After that, the conversation resembled more of Zhilin Yang's murmuring to himself — so deep in his own thoughts that Brandon couldn't understand most of the Chinese. But he couldn't deny that for the first time, he realized the knowledge structure and思维模式 he had built over two decades was collapsing on the eve of a revolution, along with all his ego. As for why he ultimately decided to join, he told me somewhat mysteriously: Zhilin Yang might become a great prophet, because he is sufficiently visionary, and sufficiently pure.

Later, when this company that doesn't use titles hesitated because they truly didn't know what role to give him, his firm response didn't sound like a joke: "Even if you have me clean toilets, I'll come. And I'll clean them the best."

Not all big tech managers and experts thrive here.

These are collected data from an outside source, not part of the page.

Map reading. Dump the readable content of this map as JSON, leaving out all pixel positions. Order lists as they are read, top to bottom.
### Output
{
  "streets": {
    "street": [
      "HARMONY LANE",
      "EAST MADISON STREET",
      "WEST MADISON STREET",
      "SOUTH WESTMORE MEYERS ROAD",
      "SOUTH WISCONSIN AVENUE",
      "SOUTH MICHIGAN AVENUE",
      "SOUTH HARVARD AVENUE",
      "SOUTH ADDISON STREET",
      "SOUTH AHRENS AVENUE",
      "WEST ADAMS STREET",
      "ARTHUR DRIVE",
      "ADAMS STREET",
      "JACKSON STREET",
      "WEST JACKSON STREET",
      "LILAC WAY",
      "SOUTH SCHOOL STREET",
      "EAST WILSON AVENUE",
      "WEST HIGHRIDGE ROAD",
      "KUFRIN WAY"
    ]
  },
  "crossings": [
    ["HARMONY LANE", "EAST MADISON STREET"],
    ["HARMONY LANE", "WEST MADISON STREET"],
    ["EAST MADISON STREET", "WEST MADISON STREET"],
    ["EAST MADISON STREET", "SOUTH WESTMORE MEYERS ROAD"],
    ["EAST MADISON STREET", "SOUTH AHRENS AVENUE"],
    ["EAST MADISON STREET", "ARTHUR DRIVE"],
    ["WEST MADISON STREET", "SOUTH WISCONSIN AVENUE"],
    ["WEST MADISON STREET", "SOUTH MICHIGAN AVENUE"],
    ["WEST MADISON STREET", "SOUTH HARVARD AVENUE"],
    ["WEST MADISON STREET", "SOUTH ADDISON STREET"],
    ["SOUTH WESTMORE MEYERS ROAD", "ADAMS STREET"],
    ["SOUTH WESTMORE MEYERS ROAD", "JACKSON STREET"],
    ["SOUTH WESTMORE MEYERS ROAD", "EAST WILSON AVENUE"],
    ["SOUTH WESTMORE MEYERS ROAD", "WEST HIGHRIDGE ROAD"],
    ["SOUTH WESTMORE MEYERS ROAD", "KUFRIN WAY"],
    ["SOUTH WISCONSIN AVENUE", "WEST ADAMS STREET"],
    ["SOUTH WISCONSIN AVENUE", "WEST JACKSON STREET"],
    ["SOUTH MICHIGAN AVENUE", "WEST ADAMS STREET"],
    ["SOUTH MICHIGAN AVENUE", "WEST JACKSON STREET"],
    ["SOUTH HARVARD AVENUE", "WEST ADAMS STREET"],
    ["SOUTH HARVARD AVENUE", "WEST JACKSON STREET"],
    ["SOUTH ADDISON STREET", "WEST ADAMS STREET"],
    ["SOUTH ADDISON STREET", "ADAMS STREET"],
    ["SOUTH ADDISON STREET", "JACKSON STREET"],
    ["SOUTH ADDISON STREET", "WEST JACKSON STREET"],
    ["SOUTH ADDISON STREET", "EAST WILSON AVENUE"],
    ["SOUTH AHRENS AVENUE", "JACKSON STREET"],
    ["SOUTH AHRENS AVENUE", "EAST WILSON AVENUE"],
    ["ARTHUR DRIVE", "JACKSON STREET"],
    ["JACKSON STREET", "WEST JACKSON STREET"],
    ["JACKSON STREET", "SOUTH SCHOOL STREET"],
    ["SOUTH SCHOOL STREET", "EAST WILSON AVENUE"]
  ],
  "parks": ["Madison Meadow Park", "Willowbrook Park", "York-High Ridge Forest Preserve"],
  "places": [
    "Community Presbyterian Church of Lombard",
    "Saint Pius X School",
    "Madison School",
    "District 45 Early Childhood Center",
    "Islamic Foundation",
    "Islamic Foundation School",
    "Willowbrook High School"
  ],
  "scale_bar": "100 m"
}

Phoebe is a post-2000s girl who transferred from the growth team to product R&D, calling herself "a clueless yellow-haired girl." She told me seriously that at this company, rich experience and deep credentials can become baggage — the AI industry is too new, changing too fast; a seasoned expert might not learn and grow as fast as a "yellow-haired girl" like her.

She has seen at least three mid-to-senior-level big tech executives fail to land here. One eventually decided to spend his remaining years in another industry, because he found the people around him extremely young, extremely smart, and after being crushed again and again, he completely broke down — this wasn't his era or industry, better to accept fate and lie flat.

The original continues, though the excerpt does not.